While Gonzalez and Kupferman continued to challenge the official line about the safety of the air at ground zero, some midlevel bureaucrats were quietly raising their own voices to question whether adequate precautions were being taken to ensure the safety of New Yorkers. On October 5, three weeks after the planes had brought down the towers, an official with the federal EPA wrote to one of the city’s top health officials to express his worries about ground zero.
“Health and safety concerns for workers at the World Trade Center site has been a concern from the beginning of the response,” Bruce Sprague wrote in a letter to Kelly McKinney, the health department’s associate commissioner. Sprague, who was head of the EPA’s Response and Prevention Bureau in Edison, said the controlled chaos of the site threatened the safety of the workers, who were surrounded by tangled beams and monstrous machines. But that wasn’t all. “This site also poses threats to workers related to potential exposure to hazardous substances,” Sprague wrote. He explained that the EPA’s position had been to require all workers to wear respiratory protection (the portion of Whitman’s statements that had received little attention and was being routinely ignored). Despite that requirement, Sprague said, “[W]e have observed very inconsistent compliance.” Sprague pointed out that the EPA had workplace safety jurisdiction only over its own employees.

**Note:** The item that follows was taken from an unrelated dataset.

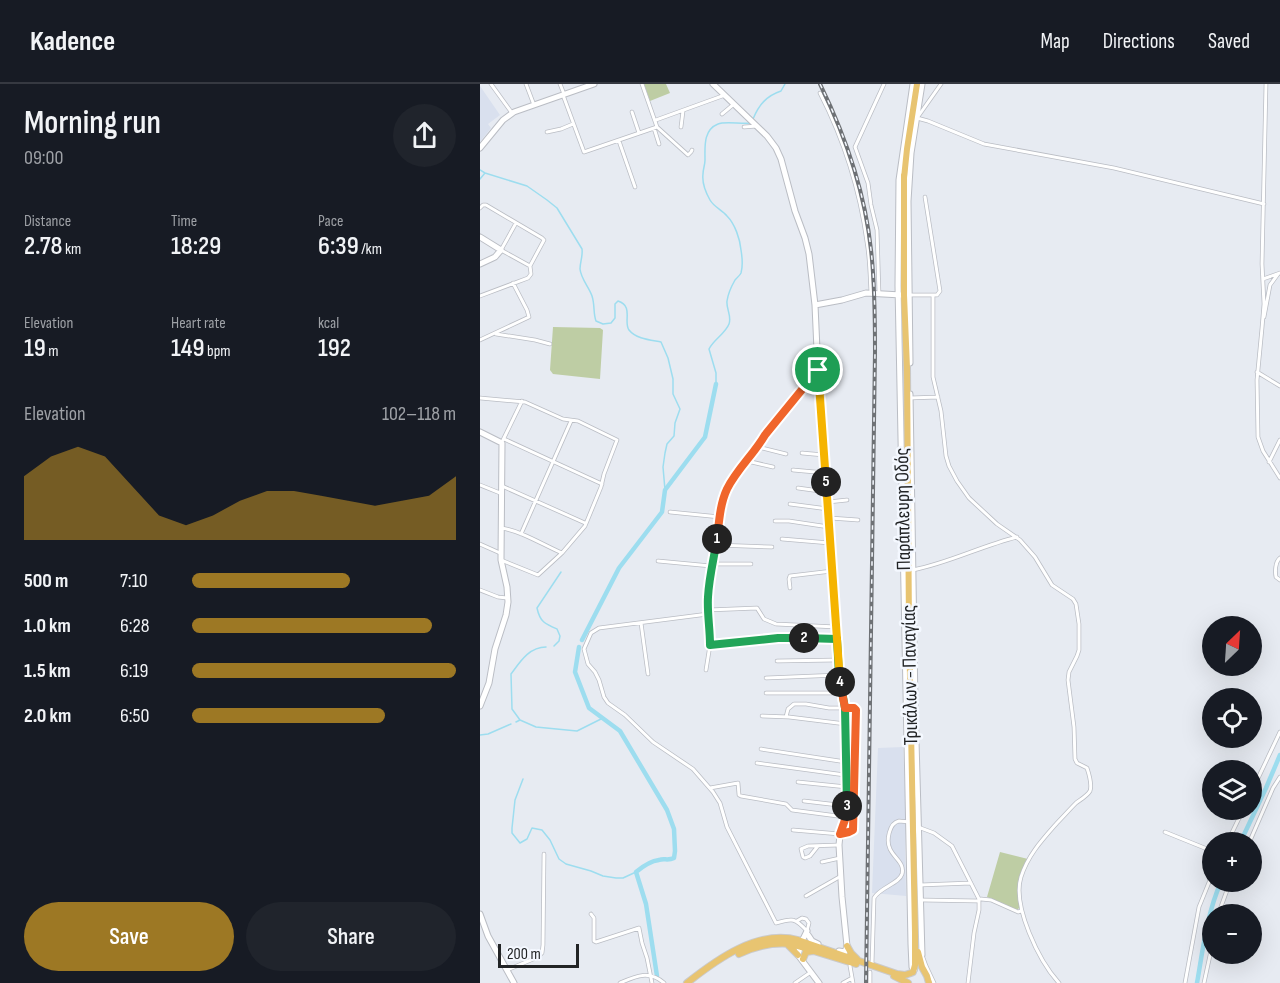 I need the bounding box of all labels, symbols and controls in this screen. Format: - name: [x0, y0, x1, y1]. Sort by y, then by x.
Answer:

In a memo the next day, McKinney, angry that the EPA had complained to him about conditions that he had been bringing to the agency’s attention for weeks, laid out in three pages an overview of safety at ground zero—and started a festering dispute over who was in charge. McKinney unwittingly echoed some of Kupferman’s complaints, noting that the EPA had been slow to release the results of some of its tests and had not sufficiently informed the public of the real dangers in the air above ground zero. He also raised the issue of whether the EPA’s methods of analyzing air samples had been adequate and whether the process had left the city without sufficient information to determine the level of safety downtown. Finally, the McKinney memo opened a window on the real dynamics that were pushing many of the city’s decisions at that time: “The Mayor’s office is under pressure from building owners and business owners in the red zone to open more of the city to occupancy,” referring to the zone around the trade center site. McKinney then mentioned a discrepancy within city government. Although the Office of Emergency Management believed that several more blocks north and south of ground zero could be reopened, the city’s Department of Environmental Protection believed that “the air quality [was] not yet suitable for reoccupancy.”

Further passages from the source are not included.